Глаза девушки еще больше оживились, и мне было совершенно непонятно, по какой причине.
— Я пришла к тебе.
Ярослава облизнула свои сухие губы, заправила выбившуюся тусклую прядку за маленькое ушко. На ее лице играло все то же любопытство.
— Я тебя знаю? — спросила она.
— Боюсь, нет.
— Интересно.
Она протянула это слово так, словно бы пыталась распробовать на вкус: медленно, тягуче.
— Дело в том, что я… Как твои дела? — все же решила не вываливать сразу всю информацию на девушку, не желая видеть, как дружелюбное и заинтересованное выражение ее лица может смениться растерянностью или того похуже, злостью.
— Более-менее, — тихо ответила она, осматривая меня. — Но, все-таки, кто ты? Ко мне не часто подходят незнакомки и задают подобные вопросы. Особенно здесь, в этой лечебнице. Ты, наверное, новенькая, да? — повысив голос, продолжила она. — Только поступила?
И тут я поняла: девушка изголодалась по общению. И это совсем не удивительно.
— Ярослава…
— Ты знаешь мое имя? — удивилась Яра.
Не в силах больше выслушивать ее неверные предположения, я сдалась:
— Меня зовут Майя.
Назвав свое имя, я надеялась, что девушка поймет, что я младшая сестра мужчины, которого она любила и из-за которого сейчас находится здесь, в психиатрической лечебнице, в инвалидном кресле. Возможно, брат хоть когда-нибудь упоминал обо мне, когда находился с ней.
— Майя, — проговорила она, как бы вспоминая.

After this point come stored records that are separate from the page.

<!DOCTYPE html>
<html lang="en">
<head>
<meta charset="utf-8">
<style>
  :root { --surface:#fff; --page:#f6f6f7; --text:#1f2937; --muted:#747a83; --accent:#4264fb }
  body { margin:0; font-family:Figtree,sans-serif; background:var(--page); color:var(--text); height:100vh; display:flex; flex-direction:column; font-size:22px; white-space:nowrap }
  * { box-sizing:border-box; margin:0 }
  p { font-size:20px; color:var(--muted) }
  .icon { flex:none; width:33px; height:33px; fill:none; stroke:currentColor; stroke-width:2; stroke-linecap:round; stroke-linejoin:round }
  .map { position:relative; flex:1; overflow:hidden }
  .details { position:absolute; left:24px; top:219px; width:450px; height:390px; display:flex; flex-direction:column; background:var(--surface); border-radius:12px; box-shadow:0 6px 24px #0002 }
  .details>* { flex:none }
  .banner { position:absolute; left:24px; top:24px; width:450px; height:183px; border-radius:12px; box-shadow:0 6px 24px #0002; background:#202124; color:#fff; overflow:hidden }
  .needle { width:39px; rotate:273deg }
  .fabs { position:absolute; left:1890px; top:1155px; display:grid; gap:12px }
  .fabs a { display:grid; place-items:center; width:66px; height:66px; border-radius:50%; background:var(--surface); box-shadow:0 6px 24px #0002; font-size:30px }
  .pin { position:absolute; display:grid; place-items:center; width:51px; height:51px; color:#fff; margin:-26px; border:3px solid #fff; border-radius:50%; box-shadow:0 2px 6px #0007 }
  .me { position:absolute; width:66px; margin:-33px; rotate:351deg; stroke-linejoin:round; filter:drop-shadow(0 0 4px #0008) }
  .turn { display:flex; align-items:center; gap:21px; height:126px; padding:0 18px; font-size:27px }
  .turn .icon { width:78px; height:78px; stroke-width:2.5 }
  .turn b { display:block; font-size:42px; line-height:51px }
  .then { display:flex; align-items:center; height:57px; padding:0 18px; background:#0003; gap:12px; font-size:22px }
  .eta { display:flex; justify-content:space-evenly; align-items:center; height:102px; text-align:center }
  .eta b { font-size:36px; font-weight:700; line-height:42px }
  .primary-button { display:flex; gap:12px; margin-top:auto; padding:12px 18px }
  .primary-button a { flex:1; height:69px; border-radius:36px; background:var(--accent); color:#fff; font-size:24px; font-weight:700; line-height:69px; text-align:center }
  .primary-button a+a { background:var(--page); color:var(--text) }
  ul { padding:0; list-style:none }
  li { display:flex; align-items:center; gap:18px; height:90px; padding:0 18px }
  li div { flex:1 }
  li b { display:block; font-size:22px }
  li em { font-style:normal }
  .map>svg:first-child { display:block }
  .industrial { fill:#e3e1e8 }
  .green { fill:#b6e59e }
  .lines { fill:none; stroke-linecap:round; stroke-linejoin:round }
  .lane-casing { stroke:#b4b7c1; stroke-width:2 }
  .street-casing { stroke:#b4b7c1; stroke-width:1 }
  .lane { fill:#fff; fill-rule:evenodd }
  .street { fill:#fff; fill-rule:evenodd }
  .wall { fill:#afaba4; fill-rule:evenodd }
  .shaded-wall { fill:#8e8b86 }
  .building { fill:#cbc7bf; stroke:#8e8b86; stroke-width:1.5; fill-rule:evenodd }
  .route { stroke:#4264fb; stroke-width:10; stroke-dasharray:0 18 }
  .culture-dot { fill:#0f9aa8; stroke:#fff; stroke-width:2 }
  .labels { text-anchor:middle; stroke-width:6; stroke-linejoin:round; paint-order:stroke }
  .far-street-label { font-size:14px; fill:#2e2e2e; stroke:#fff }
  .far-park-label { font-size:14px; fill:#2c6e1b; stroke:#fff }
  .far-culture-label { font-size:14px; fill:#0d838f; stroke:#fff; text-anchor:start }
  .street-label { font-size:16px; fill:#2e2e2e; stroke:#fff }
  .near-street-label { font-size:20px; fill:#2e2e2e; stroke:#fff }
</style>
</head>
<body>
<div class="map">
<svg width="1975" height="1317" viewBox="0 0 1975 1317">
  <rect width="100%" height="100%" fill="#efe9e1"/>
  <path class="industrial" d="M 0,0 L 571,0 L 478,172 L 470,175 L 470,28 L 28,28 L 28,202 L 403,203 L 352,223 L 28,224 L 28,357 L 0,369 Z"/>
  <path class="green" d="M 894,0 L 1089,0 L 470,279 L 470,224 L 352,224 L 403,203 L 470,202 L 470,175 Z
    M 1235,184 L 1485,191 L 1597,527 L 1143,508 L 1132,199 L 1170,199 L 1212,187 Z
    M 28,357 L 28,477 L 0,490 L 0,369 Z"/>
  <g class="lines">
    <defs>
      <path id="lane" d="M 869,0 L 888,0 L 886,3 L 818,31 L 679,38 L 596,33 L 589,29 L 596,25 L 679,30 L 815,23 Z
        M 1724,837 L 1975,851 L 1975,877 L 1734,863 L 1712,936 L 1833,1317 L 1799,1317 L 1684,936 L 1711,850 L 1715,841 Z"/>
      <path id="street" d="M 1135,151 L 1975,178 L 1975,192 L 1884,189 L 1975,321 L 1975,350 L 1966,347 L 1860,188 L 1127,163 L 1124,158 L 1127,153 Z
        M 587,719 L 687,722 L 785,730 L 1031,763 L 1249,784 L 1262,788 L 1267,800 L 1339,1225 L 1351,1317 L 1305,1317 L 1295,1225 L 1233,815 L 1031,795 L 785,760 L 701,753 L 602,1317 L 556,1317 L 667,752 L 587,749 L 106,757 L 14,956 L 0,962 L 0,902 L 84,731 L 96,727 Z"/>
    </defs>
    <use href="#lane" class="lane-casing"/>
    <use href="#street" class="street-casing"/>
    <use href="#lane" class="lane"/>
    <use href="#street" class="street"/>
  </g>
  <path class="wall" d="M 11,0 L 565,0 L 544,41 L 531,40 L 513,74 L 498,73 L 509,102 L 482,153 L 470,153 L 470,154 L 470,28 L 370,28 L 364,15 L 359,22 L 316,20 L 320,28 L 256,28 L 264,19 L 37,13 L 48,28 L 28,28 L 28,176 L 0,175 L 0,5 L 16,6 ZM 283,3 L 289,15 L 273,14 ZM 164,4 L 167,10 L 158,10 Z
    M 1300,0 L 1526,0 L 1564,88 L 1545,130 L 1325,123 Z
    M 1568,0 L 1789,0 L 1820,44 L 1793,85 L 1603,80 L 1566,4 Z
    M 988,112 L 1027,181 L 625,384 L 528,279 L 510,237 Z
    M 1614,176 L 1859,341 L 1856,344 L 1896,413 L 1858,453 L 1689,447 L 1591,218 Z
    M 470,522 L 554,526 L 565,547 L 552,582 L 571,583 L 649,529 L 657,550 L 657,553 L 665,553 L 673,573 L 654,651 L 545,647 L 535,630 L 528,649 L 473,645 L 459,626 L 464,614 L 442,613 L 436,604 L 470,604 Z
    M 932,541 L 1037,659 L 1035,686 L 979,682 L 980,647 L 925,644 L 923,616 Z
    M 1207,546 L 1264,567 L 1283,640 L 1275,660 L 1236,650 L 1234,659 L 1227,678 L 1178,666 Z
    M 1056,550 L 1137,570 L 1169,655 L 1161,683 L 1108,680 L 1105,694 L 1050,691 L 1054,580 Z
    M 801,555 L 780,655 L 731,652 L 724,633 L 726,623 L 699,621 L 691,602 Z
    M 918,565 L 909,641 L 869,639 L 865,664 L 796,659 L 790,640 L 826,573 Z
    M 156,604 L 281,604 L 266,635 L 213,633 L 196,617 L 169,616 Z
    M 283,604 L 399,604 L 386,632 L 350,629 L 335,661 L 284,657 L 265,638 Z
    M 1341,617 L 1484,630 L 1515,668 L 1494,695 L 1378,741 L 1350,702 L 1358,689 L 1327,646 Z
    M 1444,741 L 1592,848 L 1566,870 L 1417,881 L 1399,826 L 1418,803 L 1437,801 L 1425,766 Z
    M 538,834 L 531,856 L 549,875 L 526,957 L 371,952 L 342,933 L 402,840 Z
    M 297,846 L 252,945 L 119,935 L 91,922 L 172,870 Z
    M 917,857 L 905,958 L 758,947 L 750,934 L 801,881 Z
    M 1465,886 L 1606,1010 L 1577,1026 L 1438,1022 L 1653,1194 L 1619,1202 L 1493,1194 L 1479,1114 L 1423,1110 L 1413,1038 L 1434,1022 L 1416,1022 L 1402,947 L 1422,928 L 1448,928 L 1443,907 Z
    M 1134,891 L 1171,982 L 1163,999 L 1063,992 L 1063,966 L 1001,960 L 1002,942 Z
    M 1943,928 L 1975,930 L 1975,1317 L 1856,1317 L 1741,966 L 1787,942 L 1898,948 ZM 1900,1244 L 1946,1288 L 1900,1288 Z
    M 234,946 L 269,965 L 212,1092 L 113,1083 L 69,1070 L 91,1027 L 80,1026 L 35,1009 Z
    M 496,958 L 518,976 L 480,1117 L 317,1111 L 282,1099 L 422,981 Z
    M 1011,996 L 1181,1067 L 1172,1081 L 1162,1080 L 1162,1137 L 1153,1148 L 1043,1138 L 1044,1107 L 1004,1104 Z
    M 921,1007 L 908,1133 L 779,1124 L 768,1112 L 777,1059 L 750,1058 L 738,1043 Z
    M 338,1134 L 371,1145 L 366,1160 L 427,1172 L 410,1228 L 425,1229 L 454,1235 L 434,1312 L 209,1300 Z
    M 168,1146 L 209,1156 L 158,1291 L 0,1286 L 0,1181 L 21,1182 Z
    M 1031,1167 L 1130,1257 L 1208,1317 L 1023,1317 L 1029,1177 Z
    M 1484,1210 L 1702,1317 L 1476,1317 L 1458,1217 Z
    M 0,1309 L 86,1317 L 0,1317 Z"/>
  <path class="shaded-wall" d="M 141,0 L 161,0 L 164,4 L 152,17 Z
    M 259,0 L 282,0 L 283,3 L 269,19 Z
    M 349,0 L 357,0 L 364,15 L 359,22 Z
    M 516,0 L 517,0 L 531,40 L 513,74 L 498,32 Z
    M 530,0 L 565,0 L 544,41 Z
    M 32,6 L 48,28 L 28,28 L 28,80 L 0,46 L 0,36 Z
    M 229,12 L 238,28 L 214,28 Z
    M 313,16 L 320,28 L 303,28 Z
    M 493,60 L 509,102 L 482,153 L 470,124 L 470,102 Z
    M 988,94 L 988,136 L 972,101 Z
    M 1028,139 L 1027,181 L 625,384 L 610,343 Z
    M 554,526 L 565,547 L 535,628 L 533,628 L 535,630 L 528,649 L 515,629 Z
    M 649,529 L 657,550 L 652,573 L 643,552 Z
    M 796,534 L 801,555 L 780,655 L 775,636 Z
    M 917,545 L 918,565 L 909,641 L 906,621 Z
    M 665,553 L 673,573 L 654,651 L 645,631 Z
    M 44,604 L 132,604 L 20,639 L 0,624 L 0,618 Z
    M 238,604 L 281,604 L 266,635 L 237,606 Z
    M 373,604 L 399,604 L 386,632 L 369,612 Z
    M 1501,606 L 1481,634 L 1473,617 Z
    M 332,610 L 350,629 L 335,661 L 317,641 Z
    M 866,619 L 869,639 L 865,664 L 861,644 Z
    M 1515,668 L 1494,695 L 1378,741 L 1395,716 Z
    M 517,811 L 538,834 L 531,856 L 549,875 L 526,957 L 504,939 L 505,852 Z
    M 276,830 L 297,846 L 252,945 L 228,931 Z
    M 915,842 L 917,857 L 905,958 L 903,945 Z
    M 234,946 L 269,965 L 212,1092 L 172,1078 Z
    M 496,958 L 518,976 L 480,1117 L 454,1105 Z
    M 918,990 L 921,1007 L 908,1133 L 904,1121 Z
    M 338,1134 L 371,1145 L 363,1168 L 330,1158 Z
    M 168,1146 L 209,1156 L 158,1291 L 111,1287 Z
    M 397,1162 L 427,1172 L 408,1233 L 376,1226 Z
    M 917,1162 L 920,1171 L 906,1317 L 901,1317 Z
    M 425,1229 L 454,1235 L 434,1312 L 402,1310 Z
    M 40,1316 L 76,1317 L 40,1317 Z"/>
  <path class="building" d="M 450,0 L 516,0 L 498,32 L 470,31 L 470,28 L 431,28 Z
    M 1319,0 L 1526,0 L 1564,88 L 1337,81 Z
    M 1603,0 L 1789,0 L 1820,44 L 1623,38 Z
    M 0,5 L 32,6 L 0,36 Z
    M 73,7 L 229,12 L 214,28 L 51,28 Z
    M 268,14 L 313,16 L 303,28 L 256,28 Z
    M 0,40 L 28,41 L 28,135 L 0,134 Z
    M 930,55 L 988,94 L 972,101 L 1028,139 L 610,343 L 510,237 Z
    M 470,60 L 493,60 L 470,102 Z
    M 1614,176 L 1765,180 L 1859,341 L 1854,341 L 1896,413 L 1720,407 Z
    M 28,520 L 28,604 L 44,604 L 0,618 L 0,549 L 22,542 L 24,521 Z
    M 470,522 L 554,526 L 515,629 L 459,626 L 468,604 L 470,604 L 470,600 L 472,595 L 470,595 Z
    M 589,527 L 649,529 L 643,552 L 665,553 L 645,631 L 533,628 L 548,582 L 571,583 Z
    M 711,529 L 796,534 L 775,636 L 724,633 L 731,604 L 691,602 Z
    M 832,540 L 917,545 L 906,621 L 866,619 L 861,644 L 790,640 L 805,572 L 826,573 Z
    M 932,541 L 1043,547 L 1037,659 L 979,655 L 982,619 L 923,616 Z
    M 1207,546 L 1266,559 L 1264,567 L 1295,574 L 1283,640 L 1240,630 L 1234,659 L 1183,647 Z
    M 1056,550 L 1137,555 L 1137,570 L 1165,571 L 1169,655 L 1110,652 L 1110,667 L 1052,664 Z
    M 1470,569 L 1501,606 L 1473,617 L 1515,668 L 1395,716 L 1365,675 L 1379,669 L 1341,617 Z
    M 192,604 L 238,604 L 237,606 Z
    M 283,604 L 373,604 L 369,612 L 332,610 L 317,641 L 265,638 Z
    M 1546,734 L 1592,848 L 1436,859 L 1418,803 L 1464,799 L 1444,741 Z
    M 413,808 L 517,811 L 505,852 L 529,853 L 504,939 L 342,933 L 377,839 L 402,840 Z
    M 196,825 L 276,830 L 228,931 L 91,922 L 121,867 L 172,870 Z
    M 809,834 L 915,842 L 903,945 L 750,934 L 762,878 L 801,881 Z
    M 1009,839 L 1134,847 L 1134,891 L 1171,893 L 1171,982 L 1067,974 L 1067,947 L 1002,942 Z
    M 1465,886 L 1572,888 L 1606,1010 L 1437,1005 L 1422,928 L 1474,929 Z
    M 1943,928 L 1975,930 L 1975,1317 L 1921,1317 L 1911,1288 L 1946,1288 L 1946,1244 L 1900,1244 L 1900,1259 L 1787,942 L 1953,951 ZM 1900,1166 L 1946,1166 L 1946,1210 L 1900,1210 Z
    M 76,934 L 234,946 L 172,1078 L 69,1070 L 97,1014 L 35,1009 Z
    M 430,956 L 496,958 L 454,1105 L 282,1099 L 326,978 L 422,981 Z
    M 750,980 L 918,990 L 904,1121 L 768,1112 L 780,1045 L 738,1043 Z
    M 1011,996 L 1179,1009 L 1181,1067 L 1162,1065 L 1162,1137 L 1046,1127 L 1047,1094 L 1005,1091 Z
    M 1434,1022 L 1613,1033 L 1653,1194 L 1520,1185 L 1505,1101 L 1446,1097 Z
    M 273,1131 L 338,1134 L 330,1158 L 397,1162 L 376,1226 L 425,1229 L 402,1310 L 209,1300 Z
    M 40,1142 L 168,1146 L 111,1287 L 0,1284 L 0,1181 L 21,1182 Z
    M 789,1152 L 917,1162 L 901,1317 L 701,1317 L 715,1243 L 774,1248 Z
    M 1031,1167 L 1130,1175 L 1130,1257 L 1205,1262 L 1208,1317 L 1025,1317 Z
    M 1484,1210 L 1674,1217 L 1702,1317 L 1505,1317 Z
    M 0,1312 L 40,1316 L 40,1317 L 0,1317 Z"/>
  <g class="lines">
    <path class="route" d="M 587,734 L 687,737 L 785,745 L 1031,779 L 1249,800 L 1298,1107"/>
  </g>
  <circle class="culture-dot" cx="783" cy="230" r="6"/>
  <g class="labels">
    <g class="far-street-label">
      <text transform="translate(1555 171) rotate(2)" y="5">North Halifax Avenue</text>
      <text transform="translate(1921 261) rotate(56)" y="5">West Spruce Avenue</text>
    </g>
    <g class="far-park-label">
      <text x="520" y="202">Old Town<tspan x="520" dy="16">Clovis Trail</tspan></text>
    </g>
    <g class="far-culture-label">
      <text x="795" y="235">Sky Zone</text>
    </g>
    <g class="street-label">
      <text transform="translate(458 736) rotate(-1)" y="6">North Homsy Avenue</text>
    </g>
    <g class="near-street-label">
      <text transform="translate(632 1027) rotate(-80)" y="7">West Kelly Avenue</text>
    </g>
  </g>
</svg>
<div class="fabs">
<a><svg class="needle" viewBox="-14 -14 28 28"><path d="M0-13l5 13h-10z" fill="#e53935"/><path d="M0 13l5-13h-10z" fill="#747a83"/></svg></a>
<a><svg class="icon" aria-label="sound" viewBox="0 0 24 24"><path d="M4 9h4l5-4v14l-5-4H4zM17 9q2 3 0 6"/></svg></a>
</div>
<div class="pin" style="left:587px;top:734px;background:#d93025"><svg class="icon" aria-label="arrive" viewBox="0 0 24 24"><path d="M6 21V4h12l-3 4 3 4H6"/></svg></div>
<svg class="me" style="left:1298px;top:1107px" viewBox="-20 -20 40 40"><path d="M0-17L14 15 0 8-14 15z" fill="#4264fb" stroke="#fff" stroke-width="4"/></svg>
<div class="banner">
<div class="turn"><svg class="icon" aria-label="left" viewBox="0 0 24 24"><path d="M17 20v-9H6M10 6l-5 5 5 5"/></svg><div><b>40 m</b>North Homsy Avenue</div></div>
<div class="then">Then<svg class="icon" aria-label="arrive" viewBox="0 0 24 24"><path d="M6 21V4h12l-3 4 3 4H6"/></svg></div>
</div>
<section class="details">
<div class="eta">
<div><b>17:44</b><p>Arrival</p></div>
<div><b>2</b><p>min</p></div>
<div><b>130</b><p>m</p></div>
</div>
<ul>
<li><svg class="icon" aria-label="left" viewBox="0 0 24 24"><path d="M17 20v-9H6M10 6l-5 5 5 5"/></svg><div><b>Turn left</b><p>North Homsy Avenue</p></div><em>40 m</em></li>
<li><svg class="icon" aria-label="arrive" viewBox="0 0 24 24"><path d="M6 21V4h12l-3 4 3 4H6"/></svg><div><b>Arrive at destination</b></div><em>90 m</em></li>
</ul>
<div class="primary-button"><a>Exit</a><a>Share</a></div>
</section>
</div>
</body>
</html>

Ее взгляд устремился куда-то вдаль, будто за моей спиной кто-то держал табличку с ответом на вопрос. А когда она снова посмотрела на меня, в ее глазах читалось смутное, но узнавание. Губы Ярославы едва дрогнули; она тяжело вздохнула, затем опустила взгляд на землю.
Я думала, что она начнет кричать, биться в истерике, прогонять меня, когда поймет, кто к ней пришел, но она всего лишь молчала. И знаете, в тот момент мне показалось, что лучше бы она так и сделала, потому что угнетающее молчание активировало во мне и без того не дремлющую совесть, и я почувствовала на себе весь груз вины, давящей на сердце. Причем вины не отдельно взятого человека, а всего человечества в целом. Странное ощущение.
— Как… Дима поживает? — спокойно, без каких-либо негативных эмоций заговорила девушка.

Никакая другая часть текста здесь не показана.